_Task description_. Look through the data below for the line with "height:38px; margin:-19px; padding:0", and transcribe it exactly together with each line after it up to and including the line with "translate:-50% -50%; white-space:nowrap;". Give nothing else.

___ Provided information

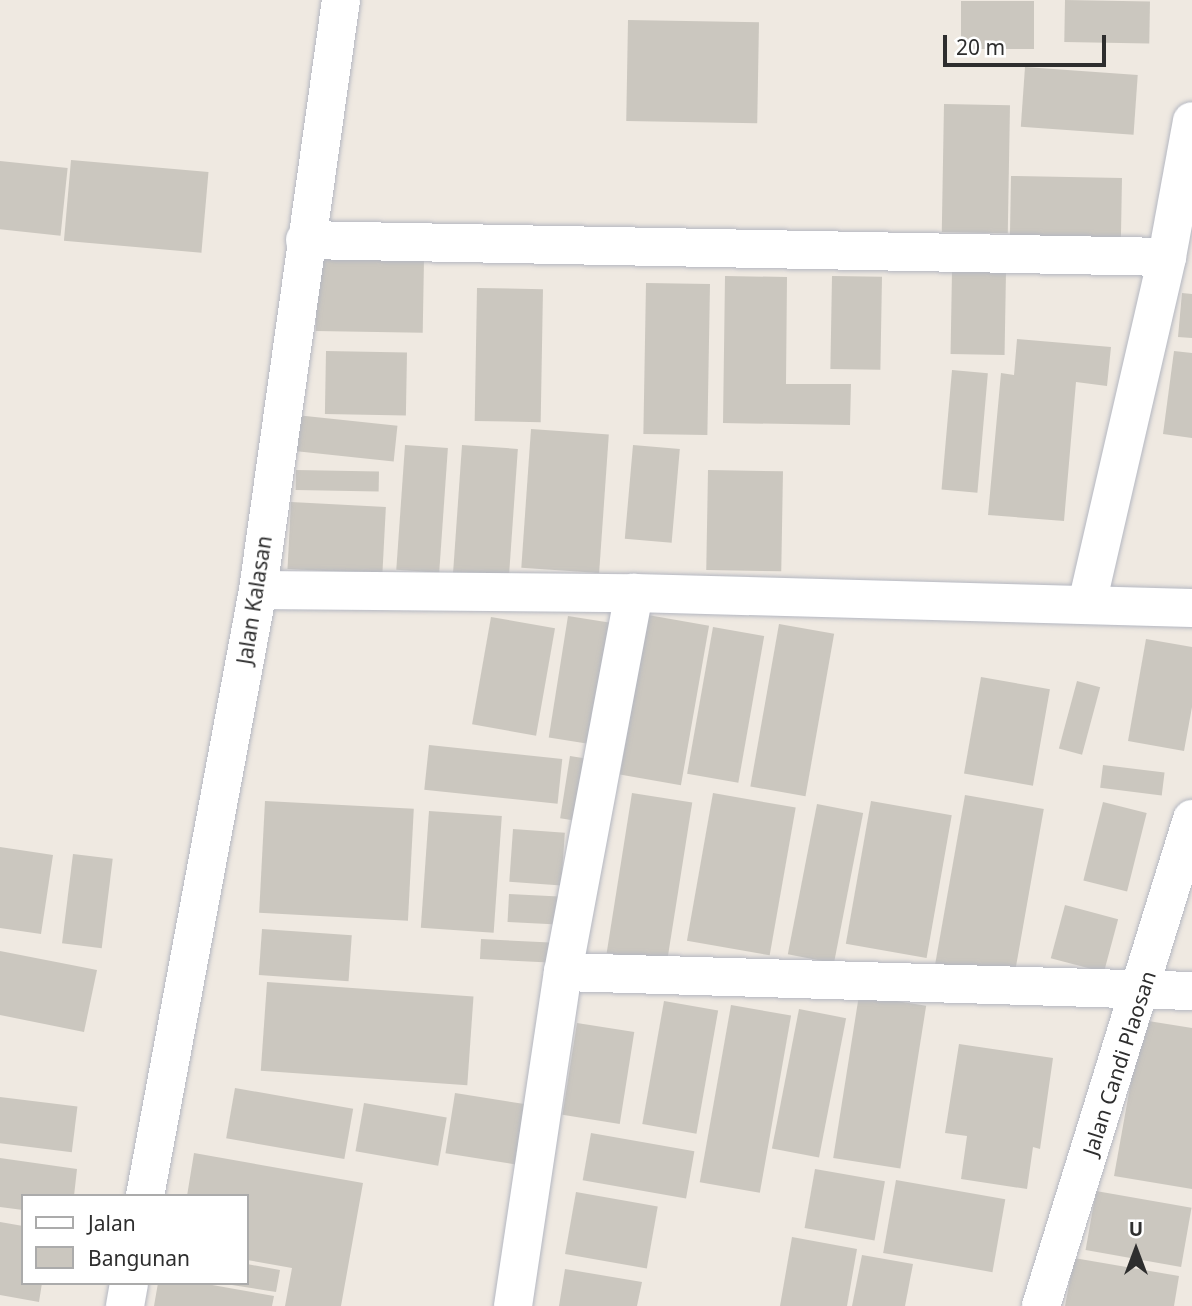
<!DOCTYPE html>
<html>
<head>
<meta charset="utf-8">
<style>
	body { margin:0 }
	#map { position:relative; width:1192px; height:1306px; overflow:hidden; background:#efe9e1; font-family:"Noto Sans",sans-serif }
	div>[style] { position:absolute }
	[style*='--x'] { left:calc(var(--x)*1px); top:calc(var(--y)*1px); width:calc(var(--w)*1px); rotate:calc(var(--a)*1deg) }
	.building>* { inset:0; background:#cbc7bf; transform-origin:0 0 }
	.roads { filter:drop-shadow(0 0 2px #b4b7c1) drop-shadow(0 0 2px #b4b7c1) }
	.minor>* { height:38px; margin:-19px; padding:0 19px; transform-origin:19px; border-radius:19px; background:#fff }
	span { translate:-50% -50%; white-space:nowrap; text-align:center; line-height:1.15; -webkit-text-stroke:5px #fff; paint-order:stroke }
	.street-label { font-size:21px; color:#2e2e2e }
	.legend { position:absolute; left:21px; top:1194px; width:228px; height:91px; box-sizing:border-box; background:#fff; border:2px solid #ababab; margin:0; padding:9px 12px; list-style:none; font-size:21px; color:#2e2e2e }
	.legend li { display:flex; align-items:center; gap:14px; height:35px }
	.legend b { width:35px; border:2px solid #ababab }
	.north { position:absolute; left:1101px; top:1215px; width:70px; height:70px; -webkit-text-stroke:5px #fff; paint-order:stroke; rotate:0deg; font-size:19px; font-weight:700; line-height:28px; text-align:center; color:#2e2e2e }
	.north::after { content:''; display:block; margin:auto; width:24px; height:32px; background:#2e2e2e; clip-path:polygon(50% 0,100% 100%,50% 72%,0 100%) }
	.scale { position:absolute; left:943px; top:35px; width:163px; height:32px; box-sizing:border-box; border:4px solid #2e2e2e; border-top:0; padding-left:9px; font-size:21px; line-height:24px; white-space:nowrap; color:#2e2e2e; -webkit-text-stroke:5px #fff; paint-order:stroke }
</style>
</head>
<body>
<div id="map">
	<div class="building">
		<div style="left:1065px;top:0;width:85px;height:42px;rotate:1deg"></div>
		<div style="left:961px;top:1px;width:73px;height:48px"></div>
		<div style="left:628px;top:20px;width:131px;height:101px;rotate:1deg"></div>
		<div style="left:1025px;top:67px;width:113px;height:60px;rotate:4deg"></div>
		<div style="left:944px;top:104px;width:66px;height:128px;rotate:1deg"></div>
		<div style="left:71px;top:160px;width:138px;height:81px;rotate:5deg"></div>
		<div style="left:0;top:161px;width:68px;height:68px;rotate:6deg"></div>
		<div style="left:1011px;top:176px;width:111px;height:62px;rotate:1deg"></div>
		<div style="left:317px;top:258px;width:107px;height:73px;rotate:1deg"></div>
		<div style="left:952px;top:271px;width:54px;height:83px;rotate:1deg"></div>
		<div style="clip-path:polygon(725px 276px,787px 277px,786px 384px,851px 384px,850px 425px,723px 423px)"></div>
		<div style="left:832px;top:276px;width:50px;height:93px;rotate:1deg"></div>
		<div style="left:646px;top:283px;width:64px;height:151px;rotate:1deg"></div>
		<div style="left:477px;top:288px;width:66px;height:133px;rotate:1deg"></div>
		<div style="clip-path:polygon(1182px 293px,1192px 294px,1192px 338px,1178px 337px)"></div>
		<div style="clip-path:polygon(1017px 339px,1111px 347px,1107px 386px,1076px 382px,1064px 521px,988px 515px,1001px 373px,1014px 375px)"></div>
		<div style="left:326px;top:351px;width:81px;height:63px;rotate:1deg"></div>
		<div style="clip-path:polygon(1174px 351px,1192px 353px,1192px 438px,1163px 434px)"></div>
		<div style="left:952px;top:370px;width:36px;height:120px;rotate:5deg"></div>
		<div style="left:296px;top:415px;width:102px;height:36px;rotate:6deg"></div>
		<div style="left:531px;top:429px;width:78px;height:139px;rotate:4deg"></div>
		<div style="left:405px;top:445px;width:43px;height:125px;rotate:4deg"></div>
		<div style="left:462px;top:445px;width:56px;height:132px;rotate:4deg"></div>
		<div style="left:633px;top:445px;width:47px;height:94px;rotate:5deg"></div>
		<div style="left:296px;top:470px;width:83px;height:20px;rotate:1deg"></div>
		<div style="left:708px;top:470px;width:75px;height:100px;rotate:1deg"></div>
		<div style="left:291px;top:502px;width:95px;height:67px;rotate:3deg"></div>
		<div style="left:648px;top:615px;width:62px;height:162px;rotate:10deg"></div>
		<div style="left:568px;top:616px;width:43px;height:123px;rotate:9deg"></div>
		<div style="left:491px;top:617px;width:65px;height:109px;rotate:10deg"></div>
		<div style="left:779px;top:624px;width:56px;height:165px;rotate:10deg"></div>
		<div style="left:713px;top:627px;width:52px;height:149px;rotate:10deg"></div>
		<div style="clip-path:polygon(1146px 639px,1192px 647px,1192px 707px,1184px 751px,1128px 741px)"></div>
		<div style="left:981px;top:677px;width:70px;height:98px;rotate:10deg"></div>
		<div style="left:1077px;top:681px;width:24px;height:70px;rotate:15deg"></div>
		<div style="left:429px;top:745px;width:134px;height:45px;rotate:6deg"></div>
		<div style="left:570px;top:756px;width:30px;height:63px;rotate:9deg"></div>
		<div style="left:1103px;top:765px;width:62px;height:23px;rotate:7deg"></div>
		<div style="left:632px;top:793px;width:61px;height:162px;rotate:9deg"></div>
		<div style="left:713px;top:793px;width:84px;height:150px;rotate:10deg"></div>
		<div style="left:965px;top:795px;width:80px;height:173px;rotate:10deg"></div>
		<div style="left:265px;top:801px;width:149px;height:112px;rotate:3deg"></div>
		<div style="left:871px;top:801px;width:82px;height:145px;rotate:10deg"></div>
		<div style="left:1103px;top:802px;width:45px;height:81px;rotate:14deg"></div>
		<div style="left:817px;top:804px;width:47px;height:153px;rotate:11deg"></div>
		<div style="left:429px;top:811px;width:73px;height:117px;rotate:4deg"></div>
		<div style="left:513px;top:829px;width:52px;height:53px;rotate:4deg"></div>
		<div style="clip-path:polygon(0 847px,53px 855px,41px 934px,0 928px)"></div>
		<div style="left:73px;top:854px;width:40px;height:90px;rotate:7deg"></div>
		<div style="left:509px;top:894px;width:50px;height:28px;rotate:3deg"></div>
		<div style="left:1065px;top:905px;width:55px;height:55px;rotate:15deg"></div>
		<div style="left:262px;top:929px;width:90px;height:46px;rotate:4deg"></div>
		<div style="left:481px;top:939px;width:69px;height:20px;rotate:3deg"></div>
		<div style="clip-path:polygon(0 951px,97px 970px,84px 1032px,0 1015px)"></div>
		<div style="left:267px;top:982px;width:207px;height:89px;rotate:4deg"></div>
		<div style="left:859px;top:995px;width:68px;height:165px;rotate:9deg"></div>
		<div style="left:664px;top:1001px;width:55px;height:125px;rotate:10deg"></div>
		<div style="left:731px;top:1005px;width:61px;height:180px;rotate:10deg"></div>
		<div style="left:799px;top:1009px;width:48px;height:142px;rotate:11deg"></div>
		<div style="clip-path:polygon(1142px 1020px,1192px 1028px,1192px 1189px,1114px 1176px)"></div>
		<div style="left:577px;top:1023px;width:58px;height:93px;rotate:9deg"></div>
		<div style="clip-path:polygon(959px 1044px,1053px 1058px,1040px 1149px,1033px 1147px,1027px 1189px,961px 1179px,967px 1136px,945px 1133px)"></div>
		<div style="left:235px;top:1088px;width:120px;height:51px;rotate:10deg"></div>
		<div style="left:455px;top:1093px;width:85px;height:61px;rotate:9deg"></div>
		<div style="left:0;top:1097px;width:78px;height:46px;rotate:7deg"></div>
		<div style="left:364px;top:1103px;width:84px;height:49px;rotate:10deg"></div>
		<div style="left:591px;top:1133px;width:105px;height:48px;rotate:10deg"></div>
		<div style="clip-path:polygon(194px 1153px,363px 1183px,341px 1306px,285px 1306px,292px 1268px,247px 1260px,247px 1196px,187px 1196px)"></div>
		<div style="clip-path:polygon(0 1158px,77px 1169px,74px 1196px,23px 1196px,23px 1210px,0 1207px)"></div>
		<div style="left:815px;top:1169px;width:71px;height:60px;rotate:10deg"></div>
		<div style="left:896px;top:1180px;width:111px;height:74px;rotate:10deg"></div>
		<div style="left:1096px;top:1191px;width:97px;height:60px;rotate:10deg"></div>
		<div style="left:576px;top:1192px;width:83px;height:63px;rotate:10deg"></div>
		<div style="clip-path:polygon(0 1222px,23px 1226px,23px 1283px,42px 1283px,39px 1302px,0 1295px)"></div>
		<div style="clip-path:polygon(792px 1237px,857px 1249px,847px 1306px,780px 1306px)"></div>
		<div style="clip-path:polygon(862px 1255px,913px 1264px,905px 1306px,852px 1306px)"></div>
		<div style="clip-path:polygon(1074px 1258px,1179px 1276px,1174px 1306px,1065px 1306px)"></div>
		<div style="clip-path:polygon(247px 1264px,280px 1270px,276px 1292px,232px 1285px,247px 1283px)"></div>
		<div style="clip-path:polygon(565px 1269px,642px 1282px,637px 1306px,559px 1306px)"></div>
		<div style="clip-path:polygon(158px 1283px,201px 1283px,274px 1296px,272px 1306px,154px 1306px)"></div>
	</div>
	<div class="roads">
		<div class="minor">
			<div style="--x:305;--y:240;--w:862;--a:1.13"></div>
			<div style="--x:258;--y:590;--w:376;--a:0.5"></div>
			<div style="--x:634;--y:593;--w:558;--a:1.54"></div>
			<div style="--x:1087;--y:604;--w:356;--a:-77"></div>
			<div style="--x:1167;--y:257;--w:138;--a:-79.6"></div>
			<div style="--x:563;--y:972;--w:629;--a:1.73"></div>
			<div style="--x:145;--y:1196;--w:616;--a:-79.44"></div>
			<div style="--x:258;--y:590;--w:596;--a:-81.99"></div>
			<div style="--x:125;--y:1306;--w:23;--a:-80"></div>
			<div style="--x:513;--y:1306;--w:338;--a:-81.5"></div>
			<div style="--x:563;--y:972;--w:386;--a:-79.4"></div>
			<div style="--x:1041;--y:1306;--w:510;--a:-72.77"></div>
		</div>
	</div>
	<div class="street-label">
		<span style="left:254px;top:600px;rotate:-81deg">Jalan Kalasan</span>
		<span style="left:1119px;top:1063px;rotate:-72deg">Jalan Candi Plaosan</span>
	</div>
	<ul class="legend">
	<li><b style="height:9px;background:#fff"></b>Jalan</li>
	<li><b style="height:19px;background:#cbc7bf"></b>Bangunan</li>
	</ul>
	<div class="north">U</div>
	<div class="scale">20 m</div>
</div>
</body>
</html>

______
___ Provided information

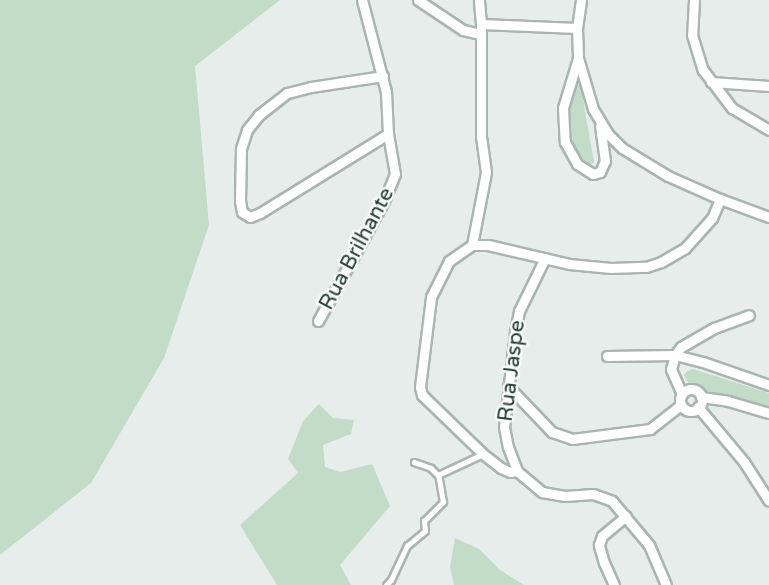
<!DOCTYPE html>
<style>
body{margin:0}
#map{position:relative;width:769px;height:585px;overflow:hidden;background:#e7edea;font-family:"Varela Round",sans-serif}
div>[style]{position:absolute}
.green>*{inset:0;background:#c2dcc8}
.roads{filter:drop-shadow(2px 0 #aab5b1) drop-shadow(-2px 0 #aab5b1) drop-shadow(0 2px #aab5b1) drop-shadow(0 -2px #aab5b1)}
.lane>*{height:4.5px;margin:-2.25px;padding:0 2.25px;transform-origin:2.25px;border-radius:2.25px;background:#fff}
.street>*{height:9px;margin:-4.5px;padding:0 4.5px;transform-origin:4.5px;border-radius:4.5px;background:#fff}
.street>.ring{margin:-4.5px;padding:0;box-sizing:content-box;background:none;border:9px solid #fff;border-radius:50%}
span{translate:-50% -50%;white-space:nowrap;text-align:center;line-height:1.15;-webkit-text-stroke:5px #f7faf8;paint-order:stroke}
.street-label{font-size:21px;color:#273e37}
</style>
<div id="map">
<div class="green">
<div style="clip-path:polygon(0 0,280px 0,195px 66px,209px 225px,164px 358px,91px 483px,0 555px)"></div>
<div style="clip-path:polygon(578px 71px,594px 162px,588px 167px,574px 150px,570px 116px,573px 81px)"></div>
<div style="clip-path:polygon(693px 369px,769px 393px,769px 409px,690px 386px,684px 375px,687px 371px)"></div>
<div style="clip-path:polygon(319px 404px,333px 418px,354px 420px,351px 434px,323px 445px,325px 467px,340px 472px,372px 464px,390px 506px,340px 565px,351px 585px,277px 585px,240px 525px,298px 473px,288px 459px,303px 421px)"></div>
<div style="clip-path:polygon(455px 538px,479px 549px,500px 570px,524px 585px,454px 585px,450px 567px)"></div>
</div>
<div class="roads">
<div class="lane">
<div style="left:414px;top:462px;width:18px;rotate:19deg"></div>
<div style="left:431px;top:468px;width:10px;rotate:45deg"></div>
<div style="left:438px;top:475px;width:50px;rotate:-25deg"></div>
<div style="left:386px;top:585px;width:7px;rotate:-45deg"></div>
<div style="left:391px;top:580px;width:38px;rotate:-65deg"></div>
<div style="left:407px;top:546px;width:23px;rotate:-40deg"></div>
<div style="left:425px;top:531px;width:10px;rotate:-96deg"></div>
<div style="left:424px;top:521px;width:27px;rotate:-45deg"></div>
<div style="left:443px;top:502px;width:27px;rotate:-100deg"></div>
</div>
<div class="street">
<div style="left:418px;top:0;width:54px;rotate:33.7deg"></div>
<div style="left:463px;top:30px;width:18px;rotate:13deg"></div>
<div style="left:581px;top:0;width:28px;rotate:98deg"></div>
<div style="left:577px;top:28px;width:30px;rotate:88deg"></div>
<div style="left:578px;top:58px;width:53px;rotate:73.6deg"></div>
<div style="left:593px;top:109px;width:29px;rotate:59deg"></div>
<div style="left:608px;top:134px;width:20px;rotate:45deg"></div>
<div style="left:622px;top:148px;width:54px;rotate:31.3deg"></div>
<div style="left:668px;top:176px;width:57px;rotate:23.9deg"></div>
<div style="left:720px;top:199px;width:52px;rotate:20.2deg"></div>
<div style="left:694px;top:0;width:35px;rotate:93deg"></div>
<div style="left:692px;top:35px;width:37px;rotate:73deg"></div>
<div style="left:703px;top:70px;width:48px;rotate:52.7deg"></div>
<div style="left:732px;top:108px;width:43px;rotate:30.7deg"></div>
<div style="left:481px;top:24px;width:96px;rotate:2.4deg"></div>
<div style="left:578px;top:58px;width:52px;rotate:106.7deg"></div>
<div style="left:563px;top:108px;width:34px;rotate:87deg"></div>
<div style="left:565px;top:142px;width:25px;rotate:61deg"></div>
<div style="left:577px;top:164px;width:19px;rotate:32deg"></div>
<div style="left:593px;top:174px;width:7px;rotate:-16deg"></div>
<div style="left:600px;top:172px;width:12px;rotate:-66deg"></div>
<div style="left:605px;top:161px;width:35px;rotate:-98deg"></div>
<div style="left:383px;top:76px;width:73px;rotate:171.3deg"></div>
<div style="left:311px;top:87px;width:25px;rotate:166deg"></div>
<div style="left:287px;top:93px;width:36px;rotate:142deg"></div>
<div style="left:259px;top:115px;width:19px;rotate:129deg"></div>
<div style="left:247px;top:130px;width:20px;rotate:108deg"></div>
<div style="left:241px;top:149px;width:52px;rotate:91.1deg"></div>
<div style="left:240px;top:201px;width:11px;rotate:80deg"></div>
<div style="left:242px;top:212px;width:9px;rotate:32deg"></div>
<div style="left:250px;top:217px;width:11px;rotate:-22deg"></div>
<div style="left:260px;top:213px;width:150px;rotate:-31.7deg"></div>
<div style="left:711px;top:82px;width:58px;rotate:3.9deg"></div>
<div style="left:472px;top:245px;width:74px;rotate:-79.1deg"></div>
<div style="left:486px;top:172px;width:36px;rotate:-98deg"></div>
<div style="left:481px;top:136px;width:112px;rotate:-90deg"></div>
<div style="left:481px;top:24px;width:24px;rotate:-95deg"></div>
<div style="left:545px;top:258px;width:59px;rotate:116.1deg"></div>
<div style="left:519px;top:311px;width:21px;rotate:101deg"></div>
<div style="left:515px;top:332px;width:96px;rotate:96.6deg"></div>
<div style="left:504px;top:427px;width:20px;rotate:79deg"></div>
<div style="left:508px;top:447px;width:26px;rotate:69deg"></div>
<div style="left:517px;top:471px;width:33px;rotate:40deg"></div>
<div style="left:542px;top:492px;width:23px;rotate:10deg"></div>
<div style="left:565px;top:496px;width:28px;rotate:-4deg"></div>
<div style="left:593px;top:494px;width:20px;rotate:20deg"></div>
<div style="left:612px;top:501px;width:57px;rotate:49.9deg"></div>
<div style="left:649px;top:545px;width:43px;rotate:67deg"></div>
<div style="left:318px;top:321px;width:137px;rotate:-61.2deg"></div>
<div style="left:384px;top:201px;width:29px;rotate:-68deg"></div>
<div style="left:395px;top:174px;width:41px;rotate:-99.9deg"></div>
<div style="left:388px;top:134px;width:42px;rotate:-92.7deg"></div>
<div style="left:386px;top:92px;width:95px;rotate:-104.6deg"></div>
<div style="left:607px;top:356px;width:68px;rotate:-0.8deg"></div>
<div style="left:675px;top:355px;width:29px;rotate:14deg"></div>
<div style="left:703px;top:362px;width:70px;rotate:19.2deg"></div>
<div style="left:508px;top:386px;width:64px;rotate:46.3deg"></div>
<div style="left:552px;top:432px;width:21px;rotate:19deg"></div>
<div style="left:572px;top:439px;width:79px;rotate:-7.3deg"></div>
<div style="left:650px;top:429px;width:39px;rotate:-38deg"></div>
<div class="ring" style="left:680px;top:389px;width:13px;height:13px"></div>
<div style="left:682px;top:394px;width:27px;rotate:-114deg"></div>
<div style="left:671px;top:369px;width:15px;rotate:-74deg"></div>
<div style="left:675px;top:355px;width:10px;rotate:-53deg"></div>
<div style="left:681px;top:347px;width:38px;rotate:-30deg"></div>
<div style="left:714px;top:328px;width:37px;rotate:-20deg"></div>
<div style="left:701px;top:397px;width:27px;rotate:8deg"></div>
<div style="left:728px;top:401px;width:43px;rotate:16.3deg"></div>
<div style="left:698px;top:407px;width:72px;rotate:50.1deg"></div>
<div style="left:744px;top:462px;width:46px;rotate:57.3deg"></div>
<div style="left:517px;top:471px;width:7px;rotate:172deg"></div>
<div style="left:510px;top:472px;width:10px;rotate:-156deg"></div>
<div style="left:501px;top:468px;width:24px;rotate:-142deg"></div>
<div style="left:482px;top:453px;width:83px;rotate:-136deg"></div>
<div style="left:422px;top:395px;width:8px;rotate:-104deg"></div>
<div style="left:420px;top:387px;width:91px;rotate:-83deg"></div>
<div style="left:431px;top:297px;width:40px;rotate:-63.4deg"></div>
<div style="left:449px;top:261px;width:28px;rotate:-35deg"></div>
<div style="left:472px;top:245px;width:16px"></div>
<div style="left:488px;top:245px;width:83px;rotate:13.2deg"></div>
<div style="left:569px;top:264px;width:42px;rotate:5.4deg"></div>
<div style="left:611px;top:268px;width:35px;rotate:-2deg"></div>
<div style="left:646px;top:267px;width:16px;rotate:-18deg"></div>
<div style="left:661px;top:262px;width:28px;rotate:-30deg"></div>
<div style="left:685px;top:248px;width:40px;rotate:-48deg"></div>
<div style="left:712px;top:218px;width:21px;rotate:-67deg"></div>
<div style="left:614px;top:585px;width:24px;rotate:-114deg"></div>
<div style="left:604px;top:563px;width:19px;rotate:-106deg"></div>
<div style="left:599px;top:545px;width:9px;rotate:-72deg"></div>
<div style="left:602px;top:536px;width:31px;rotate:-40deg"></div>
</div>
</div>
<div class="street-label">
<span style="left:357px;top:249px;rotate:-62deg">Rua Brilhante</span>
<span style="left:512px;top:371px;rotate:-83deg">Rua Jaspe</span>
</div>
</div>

______

_Answer_.
	.minor>* { height:38px; margin:-19px; padding:0 19px; transform-origin:19px; border-radius:19px; background:#fff }
	span { translate:-50% -50%; white-space:nowrap; text-align:center; line-height:1.15; -webkit-text-stroke:5px #fff; paint-order:stroke }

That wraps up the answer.